The Fed said that though uneven, "the expansion in economic activity appears solid," noting that core inflation, which excludes food and energy, remains "relatively low" but expressed concern about rising energy prices and their possible effect on inflation.
So is the economy in good shape or not?
It's tough enough to get a handle on the country's economic picture under normal circumstances. Searching through reams of reports from the Federal reserve, combing the stock market trades for news, and reading every business newspaper on the racks can lead to volumes of arcane, and often contradictory, reports, leaving any interested observer more confused than when they started.
For example, The Department of Commerce released a report on Jan. 30 stating that consumer spending increased by 0.9 percent in December, reflecting a willingness by consumers to "tap assets" in order to continue purchasing goods, despite higher prices.
Simultaneously, the personal savings rate has dropped to below negative levels, the lowest it's been since the worst years of the Great Depression.

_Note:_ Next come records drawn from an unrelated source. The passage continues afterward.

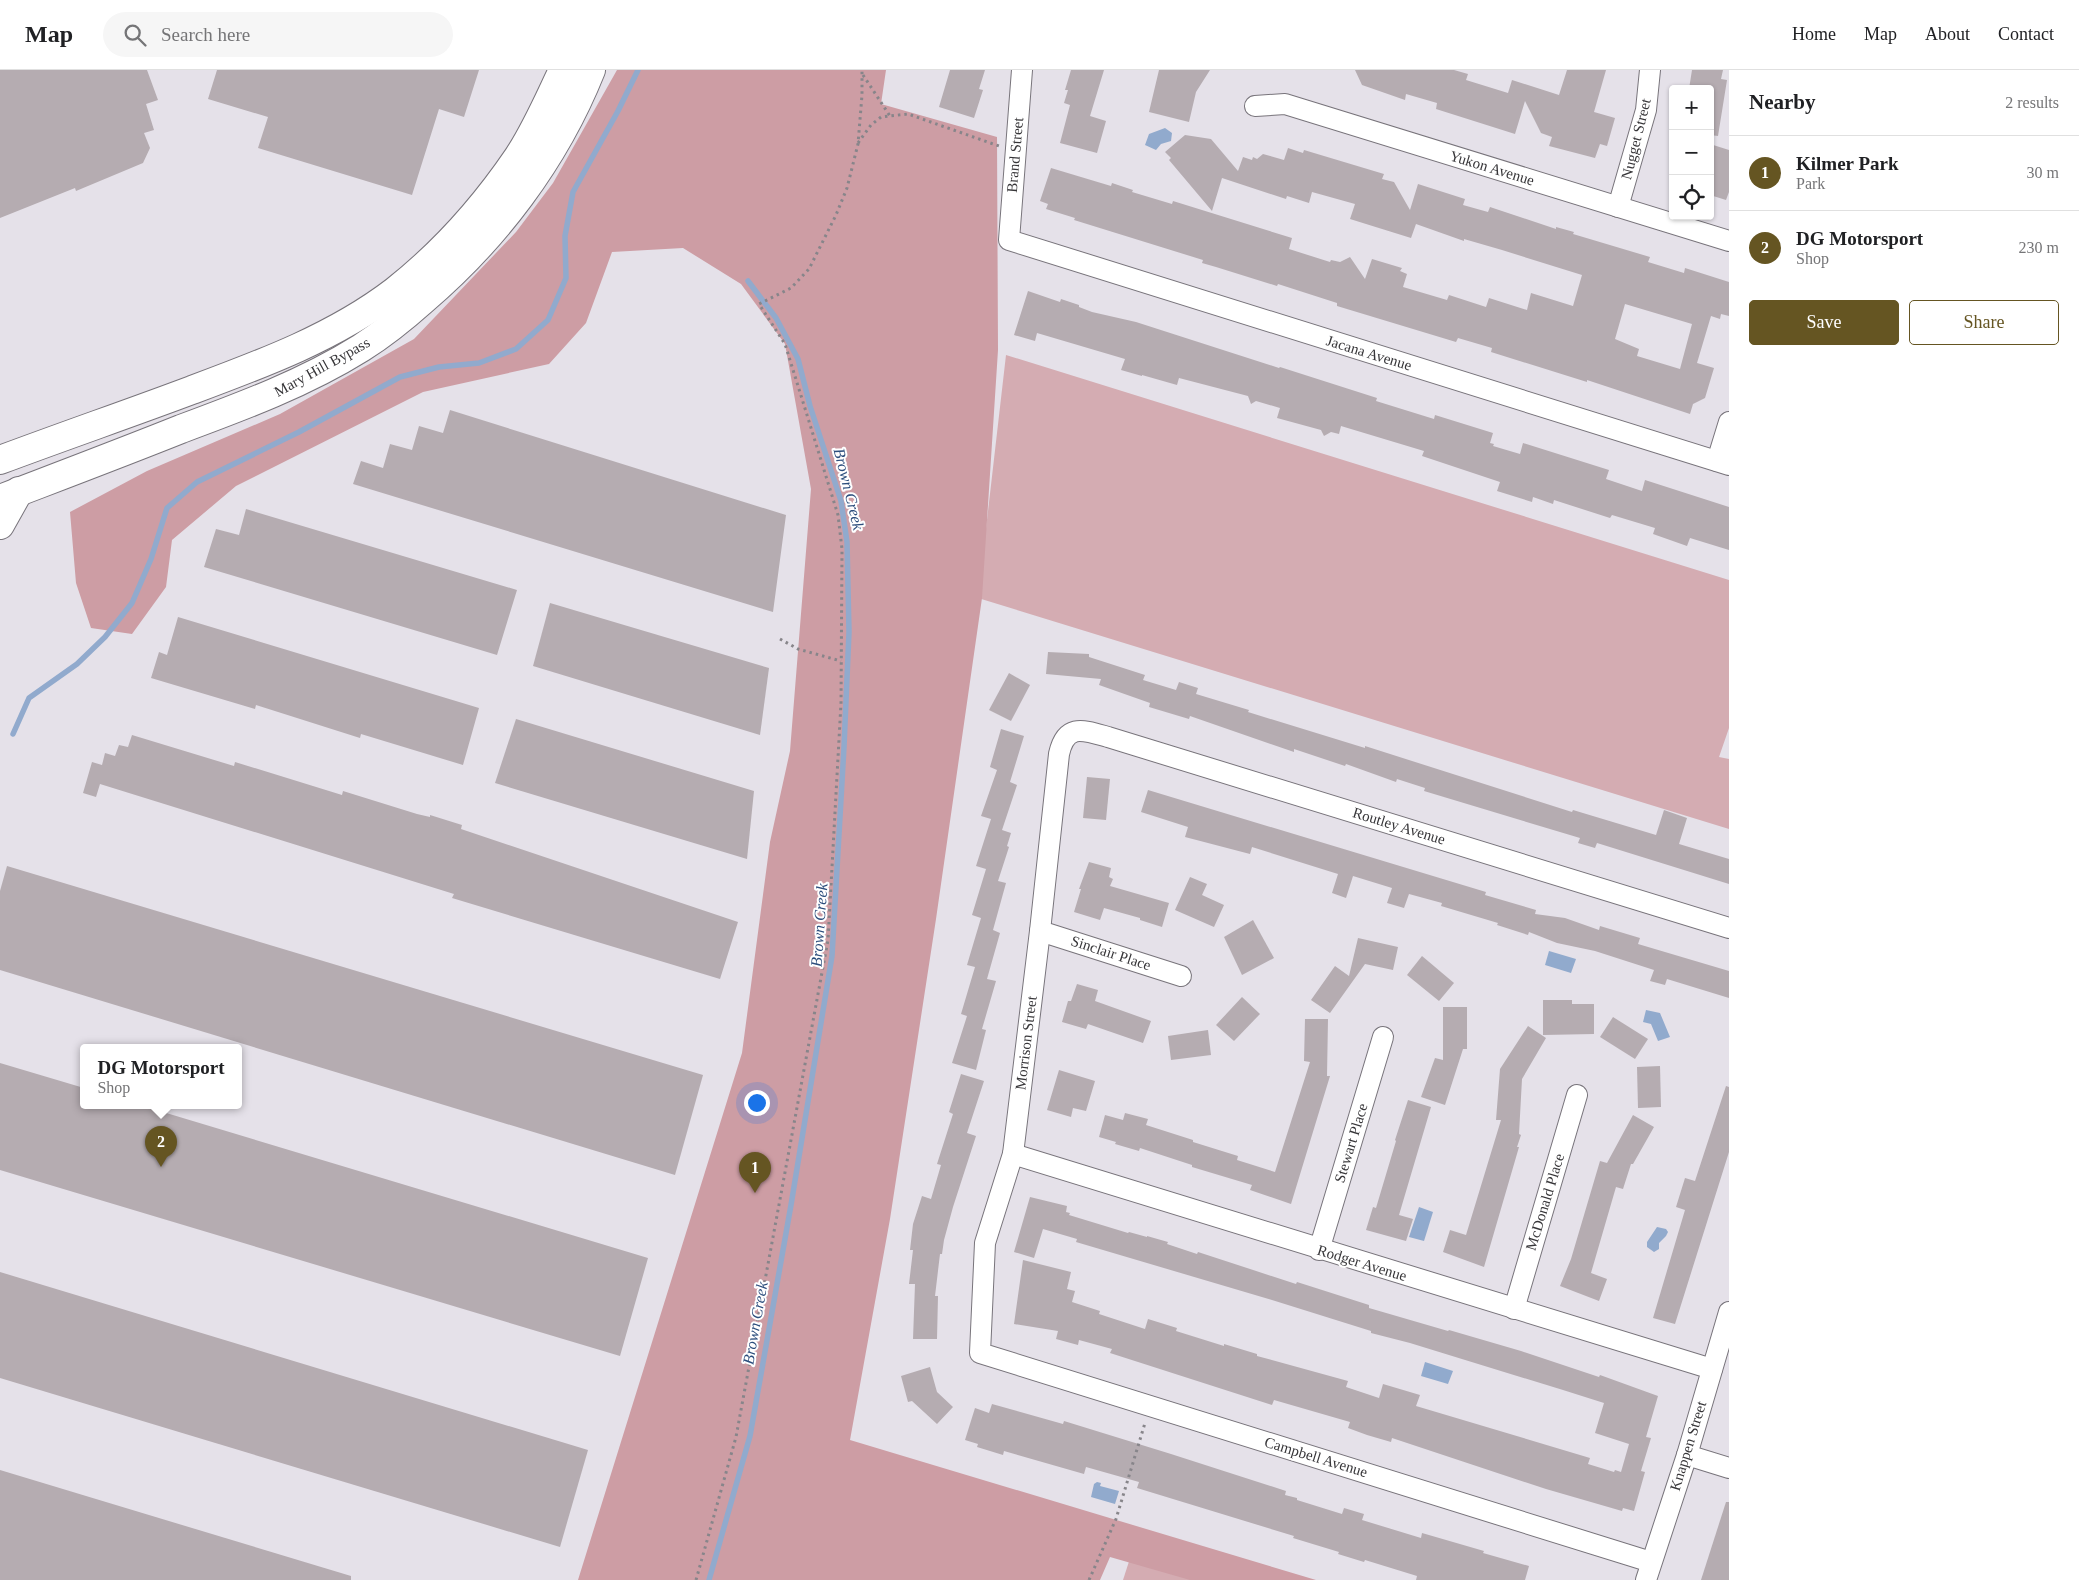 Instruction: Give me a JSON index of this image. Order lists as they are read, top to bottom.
{
  "streets": {
    "highway": ["Mary Hill Bypass"],
    "street": [
      "Nugget Street",
      "Brand Street",
      "Yukon Avenue",
      "Jacana Avenue",
      "Routley Avenue",
      "Sinclair Place",
      "Morrison Street",
      "Stewart Place",
      "McDonald Place",
      "Rodger Avenue",
      "Knappen Street",
      "Campbell Avenue"
    ]
  },
  "crossings": [
    ["Nugget Street", "Yukon Avenue"],
    ["Brand Street", "Jacana Avenue"],
    ["Routley Avenue", "Morrison Street"],
    ["Sinclair Place", "Morrison Street"],
    ["Morrison Street", "Rodger Avenue"],
    ["Morrison Street", "Campbell Avenue"],
    ["Stewart Place", "Rodger Avenue"],
    ["McDonald Place", "Rodger Avenue"],
    ["Rodger Avenue", "Knappen Street"],
    ["Knappen Street", "Campbell Avenue"]
  ],
  "water": ["Brown Creek"],
  "page": {
    "header": "Map",
    "search": "Search here",
    "nav": [
      "Home",
      "Map",
      "About",
      "Contact"
    ],
    "heading": ["Nearby", "2 results"],
    "map_buttons": ["+", "−"],
    "list": [
      {
        "mark": "1",
        "name": "Kilmer Park",
        "note": "Park",
        "value": "30 m"
      },
      {
        "mark": "2",
        "name": "DG Motorsport",
        "note": "Shop",
        "value": "230 m"
      }
    ],
    "buttons": ["Save", "Share"],
    "popup": ["DG Motorsport", "Shop"],
    "pins": ["2", "1"]
  }
} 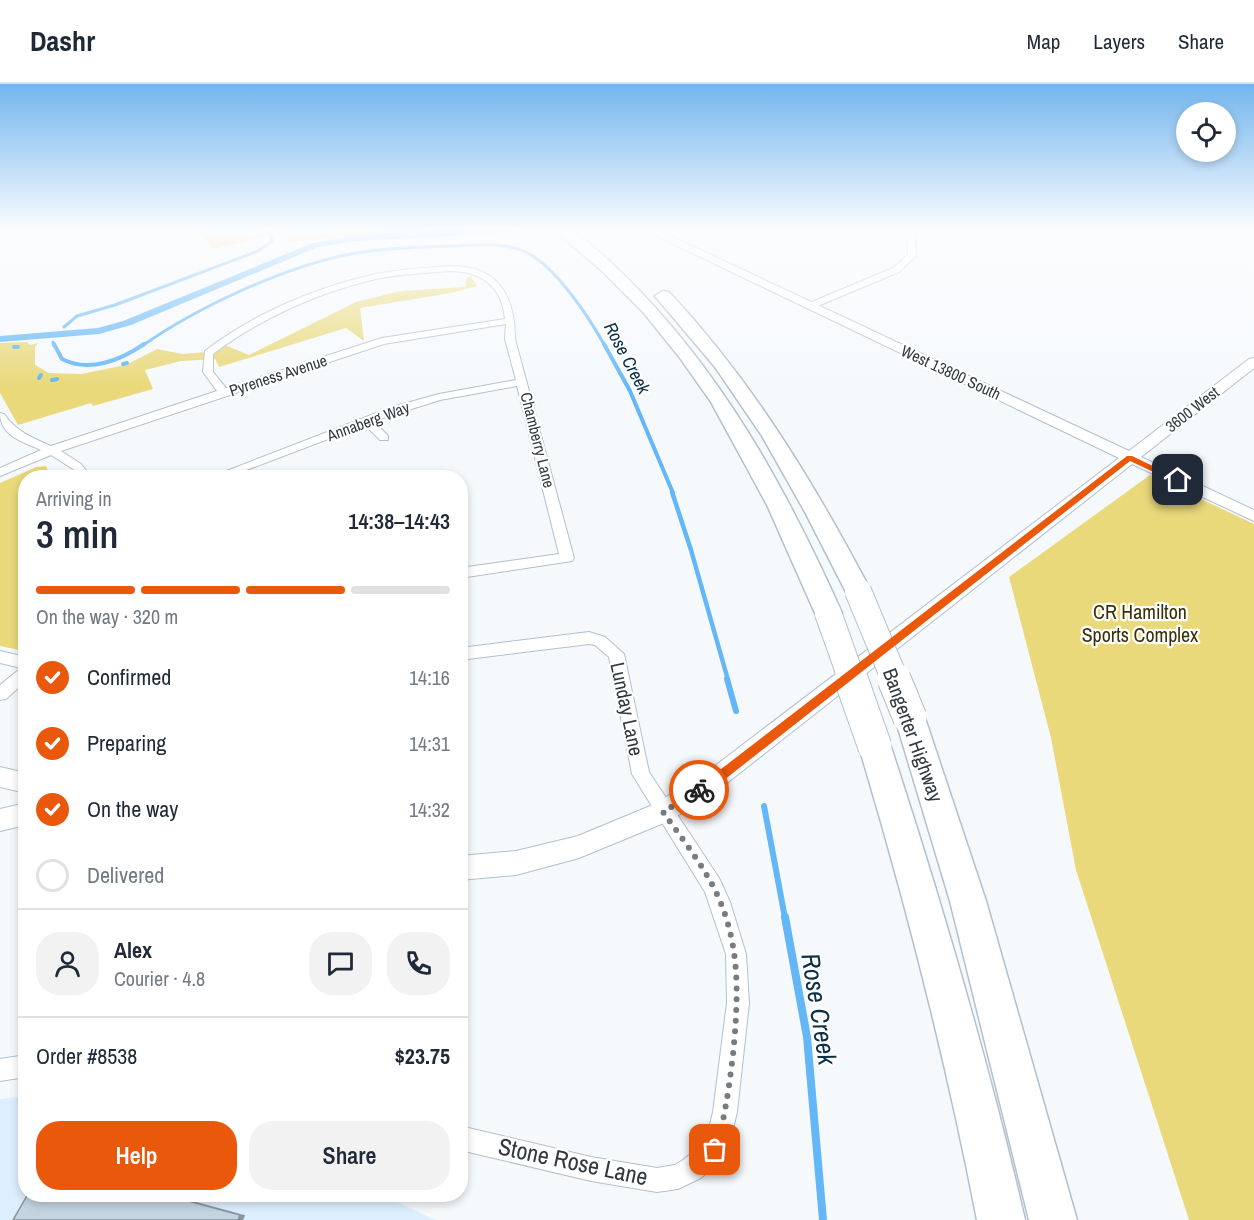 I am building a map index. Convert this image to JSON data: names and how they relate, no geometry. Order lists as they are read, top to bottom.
{
  "streets": {
    "highway": ["Bangerter Highway"],
    "street": [
      "West 13800 South",
      "Pyreness Avenue",
      "3600 West",
      "Annaberg Way",
      "Chamberry Lane",
      "Lunday Lane",
      "Stone Rose Lane"
    ]
  },
  "crossings": [
    ["West 13800 South", "3600 West"],
    ["Pyreness Avenue", "Chamberry Lane"],
    ["3600 West", "Lunday Lane"],
    ["3600 West", "Stone Rose Lane"],
    ["Annaberg Way", "Chamberry Lane"],
    ["Lunday Lane", "Stone Rose Lane"]
  ],
  "water": ["Rose Creek"],
  "parks": ["CR Hamilton Sports Complex"],
  "page": {
    "header": "Dashr",
    "nav": ["Map", "Layers", "Share"],
    "heading": ["3 min", "Arriving in", "14:38–14:43"],
    "panel": [
      "Alex",
      "Courier · 4.8",
      "Order #8538",
      "$23.75"
    ],
    "bar": "On the way · 320 m",
    "list": [
      ["Confirmed", "14:16"],
      ["Preparing", "14:31"],
      ["On the way", "14:32"],
      "Delivered"
    ],
    "buttons": ["Help", "Share"]
  }
}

Overall economic growth slowed to 1.1 percent for the last months of Dec. 2005, the lowest rate in three years.
The Wealth Effect
And yet, economists and pundits are claiming that Americans are feeling free to spend more, banking chiefly on the appreciation of their houses in a blazing-hot market. The usage of "unrealized gains" in home equity produced what National Association of Realtors' (NAR) chief economist David Lereah called the "wealth effect."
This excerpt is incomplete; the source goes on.